Andererseits führen die günstigen Weidebedingungen für junge Tiere und in höherem Alter die günstigen Futterkosten in den Maststationen dazu, dass die Tiere mit höherem Gewicht zur Schlachtung gehen. Da es die weiblichen Tiere sind, die zum Aufbau bzw. der Vergrößerung der Herden zurückgehalten werden, steigt auch der Anteil der (schwereren) männlichen Tiere an den Schlachttieren. Für das dritte und vierte Quartal rechnet das USDA mit einem rekordhohen Schlachtgewicht von über 820 Pfund.

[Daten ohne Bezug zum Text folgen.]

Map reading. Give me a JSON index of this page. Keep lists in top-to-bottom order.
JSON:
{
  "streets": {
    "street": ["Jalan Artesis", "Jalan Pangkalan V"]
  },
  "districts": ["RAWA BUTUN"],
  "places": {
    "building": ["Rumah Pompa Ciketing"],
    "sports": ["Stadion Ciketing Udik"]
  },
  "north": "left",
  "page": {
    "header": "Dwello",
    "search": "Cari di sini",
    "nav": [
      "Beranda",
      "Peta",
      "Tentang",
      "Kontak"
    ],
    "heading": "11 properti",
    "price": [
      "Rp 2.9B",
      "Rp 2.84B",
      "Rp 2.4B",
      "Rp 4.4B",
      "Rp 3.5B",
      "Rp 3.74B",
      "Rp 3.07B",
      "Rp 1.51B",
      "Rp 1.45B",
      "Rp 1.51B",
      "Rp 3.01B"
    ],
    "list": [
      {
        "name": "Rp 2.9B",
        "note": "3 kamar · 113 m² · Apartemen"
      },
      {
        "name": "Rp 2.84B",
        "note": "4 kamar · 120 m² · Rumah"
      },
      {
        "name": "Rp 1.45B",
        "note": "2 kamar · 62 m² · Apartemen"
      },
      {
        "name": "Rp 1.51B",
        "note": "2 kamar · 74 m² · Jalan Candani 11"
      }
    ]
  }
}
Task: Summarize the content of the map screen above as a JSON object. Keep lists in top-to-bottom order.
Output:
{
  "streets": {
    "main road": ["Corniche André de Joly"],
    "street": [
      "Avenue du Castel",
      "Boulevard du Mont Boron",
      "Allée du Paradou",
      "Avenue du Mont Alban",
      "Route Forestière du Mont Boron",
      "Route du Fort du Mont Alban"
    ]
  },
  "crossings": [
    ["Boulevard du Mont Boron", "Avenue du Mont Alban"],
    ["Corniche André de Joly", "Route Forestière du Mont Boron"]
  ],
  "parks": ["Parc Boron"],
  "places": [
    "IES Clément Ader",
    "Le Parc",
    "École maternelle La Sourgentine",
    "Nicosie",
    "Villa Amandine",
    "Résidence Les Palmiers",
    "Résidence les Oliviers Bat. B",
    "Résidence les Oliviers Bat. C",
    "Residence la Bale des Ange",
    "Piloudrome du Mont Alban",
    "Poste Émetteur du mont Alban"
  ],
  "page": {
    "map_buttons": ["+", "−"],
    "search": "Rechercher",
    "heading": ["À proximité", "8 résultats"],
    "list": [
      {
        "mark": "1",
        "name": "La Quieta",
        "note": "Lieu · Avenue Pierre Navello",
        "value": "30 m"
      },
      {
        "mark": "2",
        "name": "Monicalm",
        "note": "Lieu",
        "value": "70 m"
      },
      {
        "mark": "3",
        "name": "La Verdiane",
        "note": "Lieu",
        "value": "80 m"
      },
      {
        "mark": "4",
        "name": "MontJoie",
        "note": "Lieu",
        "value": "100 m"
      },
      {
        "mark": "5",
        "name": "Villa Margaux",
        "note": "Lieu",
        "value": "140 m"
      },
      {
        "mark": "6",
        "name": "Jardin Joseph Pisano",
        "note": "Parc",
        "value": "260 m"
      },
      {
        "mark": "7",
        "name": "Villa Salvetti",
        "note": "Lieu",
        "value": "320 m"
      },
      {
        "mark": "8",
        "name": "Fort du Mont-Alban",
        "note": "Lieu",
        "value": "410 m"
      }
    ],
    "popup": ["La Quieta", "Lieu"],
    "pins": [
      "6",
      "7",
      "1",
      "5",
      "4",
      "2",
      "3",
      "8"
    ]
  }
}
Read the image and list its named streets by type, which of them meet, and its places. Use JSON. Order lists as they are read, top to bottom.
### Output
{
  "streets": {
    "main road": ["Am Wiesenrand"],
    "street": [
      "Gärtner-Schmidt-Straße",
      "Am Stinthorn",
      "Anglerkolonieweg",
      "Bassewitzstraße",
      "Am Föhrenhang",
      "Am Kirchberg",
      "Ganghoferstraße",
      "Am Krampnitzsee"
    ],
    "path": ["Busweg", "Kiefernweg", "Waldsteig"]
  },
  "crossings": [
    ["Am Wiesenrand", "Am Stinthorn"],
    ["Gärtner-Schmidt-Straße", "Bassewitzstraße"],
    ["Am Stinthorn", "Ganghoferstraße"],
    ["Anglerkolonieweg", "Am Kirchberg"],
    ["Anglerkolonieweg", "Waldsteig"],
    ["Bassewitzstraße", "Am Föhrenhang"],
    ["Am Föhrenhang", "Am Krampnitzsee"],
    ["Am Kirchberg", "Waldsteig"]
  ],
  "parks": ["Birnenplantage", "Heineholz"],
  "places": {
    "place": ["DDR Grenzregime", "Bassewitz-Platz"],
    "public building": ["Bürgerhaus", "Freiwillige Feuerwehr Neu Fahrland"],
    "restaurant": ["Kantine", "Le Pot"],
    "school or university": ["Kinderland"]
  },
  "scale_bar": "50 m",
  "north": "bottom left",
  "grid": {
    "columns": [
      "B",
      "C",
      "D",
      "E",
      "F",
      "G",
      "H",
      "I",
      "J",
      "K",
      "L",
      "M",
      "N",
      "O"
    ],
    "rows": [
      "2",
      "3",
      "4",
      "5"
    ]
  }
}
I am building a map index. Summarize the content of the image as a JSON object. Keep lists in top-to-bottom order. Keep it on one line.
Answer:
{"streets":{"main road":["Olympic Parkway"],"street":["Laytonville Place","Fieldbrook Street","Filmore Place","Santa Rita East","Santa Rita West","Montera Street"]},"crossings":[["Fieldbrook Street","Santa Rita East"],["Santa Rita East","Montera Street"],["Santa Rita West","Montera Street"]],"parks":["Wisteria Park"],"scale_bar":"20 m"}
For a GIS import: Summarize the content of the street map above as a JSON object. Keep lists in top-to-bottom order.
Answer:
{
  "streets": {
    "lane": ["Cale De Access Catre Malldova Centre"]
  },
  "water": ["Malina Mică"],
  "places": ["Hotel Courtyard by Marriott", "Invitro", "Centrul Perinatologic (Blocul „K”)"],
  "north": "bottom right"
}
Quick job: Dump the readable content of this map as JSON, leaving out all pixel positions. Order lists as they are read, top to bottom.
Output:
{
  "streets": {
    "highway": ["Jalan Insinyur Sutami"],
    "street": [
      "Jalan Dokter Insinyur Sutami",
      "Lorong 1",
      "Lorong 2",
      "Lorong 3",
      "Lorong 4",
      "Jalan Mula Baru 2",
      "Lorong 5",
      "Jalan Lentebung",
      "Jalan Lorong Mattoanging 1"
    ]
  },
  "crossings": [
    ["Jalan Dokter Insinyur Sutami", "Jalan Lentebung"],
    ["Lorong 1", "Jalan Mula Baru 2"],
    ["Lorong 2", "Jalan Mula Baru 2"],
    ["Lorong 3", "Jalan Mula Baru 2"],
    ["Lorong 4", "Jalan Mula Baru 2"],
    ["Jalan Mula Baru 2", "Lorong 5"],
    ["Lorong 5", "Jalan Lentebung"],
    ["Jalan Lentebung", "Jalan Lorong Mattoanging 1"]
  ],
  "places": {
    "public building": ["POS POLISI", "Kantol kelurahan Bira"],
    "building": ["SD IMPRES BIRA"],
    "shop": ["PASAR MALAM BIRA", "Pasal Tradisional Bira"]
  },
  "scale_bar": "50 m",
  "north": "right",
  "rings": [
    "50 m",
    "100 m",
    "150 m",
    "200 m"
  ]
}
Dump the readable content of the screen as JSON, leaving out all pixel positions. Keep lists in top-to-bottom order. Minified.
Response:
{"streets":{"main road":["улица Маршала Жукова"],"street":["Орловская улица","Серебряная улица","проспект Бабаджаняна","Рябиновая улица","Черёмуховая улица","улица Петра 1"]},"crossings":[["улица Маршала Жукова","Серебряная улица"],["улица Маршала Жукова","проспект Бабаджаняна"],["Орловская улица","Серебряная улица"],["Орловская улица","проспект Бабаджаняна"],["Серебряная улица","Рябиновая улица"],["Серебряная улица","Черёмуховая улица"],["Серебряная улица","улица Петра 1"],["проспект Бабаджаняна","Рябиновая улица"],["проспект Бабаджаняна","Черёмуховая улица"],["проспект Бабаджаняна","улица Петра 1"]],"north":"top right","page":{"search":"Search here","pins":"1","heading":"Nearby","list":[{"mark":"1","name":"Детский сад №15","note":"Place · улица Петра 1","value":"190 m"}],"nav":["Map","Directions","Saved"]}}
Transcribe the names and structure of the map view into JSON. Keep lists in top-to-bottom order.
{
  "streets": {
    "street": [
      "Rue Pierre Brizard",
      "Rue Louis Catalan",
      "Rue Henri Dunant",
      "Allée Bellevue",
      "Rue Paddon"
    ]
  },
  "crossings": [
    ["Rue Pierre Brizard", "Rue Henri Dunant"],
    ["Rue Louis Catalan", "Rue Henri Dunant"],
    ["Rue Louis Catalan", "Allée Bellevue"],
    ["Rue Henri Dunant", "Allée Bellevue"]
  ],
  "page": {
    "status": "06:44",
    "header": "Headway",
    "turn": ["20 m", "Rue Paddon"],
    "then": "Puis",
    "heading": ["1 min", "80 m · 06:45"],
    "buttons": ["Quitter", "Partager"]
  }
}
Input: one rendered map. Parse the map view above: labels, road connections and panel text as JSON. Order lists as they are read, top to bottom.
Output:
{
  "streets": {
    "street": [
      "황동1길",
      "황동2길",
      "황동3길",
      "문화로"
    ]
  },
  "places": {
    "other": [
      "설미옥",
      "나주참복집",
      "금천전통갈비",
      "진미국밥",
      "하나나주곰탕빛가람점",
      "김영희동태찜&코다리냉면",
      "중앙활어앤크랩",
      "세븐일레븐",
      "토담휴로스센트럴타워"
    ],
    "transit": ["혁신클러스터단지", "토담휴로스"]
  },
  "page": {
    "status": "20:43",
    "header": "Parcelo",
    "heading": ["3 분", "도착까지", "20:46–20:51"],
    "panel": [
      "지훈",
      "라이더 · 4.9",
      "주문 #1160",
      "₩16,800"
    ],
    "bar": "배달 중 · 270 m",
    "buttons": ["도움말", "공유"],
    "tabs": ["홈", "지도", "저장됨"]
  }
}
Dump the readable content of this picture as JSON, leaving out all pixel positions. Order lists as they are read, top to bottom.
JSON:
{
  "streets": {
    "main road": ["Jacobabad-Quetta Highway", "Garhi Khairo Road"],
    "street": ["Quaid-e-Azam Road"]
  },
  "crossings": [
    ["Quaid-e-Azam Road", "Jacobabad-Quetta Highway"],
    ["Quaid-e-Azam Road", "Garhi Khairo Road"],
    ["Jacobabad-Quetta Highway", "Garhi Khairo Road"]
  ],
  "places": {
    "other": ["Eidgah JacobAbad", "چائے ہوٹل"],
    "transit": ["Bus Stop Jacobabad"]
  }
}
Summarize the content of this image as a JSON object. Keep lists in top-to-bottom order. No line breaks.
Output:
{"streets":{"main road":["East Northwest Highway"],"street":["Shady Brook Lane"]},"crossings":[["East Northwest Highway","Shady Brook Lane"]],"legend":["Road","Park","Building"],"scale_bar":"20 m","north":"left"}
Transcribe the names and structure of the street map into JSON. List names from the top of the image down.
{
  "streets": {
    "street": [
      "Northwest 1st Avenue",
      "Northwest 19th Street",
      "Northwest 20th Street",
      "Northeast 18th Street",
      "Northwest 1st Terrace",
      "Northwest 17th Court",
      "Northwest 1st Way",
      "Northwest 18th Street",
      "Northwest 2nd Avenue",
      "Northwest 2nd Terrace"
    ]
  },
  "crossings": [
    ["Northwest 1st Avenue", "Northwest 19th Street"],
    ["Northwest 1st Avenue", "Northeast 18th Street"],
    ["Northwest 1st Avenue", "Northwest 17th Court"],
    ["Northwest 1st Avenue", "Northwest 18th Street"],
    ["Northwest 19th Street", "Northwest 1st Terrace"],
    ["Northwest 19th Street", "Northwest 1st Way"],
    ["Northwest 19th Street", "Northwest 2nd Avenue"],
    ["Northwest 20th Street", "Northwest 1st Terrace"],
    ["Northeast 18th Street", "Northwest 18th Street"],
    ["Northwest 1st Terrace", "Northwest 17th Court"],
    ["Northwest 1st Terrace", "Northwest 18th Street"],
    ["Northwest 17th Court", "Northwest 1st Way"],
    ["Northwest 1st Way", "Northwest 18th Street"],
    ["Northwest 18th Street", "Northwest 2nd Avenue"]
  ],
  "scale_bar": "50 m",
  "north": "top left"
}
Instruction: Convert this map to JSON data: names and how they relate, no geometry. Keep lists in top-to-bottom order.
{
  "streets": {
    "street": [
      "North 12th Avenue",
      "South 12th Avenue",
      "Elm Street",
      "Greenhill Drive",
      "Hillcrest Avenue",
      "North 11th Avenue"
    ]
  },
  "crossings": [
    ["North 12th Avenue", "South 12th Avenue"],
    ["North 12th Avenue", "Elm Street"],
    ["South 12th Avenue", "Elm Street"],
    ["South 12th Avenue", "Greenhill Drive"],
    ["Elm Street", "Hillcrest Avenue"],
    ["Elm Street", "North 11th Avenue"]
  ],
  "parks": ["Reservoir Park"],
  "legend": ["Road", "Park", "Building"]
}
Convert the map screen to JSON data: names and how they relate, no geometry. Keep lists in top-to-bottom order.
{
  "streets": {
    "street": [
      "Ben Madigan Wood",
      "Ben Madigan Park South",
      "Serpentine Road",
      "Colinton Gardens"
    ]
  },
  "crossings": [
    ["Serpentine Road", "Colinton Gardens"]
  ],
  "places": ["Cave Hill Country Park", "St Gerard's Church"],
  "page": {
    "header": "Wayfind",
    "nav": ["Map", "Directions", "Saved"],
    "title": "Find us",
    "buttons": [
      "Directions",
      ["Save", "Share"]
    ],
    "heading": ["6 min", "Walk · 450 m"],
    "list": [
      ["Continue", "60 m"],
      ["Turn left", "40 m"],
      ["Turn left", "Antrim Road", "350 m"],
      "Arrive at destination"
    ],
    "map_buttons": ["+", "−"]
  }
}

[pagebreak]Insgesamt haben die niedrigeren Schlachtungen das heimische Rindfleischangebot reduziert und Importe angeregt, die noch durch den starken US-Dollar unterstützt wurden. Allerdings ist das Angebot aus Kanada, das ein Drittel seiner Rinder und seines Rindfleisches in die USA exportiert, auch recht knapp, nachdem die Rinderzahl zu Jahresbeginn die niedrigste seit 1993 war. Anders als in den USA haben sich die Weidebedingungen in Kanada stark verschlechtert, weil der dringend benötigte Niederschlag viel zu gering ist.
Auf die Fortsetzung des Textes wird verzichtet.